▶ [What you will do] The whole listing must be returned exactly, with no line missing.
[[ Available data open ]]
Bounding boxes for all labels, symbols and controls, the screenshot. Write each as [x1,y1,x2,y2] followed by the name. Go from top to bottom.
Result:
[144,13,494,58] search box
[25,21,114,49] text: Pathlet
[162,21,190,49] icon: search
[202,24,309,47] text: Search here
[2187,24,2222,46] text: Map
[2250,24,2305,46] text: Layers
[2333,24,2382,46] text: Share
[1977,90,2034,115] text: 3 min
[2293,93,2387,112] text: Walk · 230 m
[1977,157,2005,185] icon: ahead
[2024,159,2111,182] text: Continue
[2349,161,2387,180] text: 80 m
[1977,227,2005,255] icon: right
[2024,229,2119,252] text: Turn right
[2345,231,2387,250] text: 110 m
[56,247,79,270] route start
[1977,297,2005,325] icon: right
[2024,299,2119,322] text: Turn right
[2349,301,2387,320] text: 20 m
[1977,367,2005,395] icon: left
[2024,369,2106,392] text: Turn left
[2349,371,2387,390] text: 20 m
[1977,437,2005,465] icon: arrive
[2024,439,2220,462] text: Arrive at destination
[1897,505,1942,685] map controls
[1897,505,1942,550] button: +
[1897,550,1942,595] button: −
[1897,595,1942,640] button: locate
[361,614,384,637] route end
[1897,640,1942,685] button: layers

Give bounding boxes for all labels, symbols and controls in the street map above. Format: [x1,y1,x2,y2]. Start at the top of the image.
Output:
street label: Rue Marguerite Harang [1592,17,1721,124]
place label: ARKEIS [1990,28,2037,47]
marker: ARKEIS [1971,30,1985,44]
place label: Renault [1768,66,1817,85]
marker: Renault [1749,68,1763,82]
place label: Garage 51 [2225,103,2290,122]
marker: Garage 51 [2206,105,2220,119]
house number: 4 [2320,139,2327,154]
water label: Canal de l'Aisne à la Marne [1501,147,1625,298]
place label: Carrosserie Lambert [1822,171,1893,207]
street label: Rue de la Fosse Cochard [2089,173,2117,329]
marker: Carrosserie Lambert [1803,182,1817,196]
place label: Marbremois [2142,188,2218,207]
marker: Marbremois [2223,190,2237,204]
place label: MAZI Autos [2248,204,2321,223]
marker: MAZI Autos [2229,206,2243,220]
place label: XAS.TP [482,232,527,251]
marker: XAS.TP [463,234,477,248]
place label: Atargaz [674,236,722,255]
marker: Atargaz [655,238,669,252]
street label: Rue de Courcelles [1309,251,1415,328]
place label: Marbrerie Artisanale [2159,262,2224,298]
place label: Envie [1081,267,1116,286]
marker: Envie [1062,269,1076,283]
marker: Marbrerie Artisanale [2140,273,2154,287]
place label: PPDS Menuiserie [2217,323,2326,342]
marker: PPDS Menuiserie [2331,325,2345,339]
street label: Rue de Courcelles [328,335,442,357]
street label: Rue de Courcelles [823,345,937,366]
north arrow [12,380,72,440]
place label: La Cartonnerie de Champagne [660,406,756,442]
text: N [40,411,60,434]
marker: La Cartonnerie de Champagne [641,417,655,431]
[[ Available data closed ]]
▶ [Result]
Bounding boxes for all labels, symbols and controls, the screenshot. Write each as [x1,y1,x2,y2] followed by the name. Go from top to bottom.
Result:
[144,13,494,58] search box
[25,21,114,49] text: Pathlet
[162,21,190,49] icon: search
[202,24,309,47] text: Search here
[2187,24,2222,46] text: Map
[2250,24,2305,46] text: Layers
[2333,24,2382,46] text: Share
[1977,90,2034,115] text: 3 min
[2293,93,2387,112] text: Walk · 230 m
[1977,157,2005,185] icon: ahead
[2024,159,2111,182] text: Continue
[2349,161,2387,180] text: 80 m
[1977,227,2005,255] icon: right
[2024,229,2119,252] text: Turn right
[2345,231,2387,250] text: 110 m
[56,247,79,270] route start
[1977,297,2005,325] icon: right
[2024,299,2119,322] text: Turn right
[2349,301,2387,320] text: 20 m
[1977,367,2005,395] icon: left
[2024,369,2106,392] text: Turn left
[2349,371,2387,390] text: 20 m
[1977,437,2005,465] icon: arrive
[2024,439,2220,462] text: Arrive at destination
[1897,505,1942,685] map controls
[1897,505,1942,550] button: +
[1897,550,1942,595] button: −
[1897,595,1942,640] button: locate
[361,614,384,637] route end
[1897,640,1942,685] button: layers

Give bounding boxes for all labels, symbols and controls in the street map above. Format: [x1,y1,x2,y2]. Start at the top of the image.
Output:
street label: Rue Marguerite Harang [1592,17,1721,124]
place label: ARKEIS [1990,28,2037,47]
marker: ARKEIS [1971,30,1985,44]
place label: Renault [1768,66,1817,85]
marker: Renault [1749,68,1763,82]
place label: Garage 51 [2225,103,2290,122]
marker: Garage 51 [2206,105,2220,119]
house number: 4 [2320,139,2327,154]
water label: Canal de l'Aisne à la Marne [1501,147,1625,298]
place label: Carrosserie Lambert [1822,171,1893,207]
street label: Rue de la Fosse Cochard [2089,173,2117,329]
marker: Carrosserie Lambert [1803,182,1817,196]
place label: Marbremois [2142,188,2218,207]
marker: Marbremois [2223,190,2237,204]
place label: MAZI Autos [2248,204,2321,223]
marker: MAZI Autos [2229,206,2243,220]
place label: XAS.TP [482,232,527,251]
marker: XAS.TP [463,234,477,248]
place label: Atargaz [674,236,722,255]
marker: Atargaz [655,238,669,252]
street label: Rue de Courcelles [1309,251,1415,328]
place label: Marbrerie Artisanale [2159,262,2224,298]
place label: Envie [1081,267,1116,286]
marker: Envie [1062,269,1076,283]
marker: Marbrerie Artisanale [2140,273,2154,287]
place label: PPDS Menuiserie [2217,323,2326,342]
marker: PPDS Menuiserie [2331,325,2345,339]
street label: Rue de Courcelles [328,335,442,357]
street label: Rue de Courcelles [823,345,937,366]
north arrow [12,380,72,440]
place label: La Cartonnerie de Champagne [660,406,756,442]
text: N [40,411,60,434]
marker: La Cartonnerie de Champagne [641,417,655,431]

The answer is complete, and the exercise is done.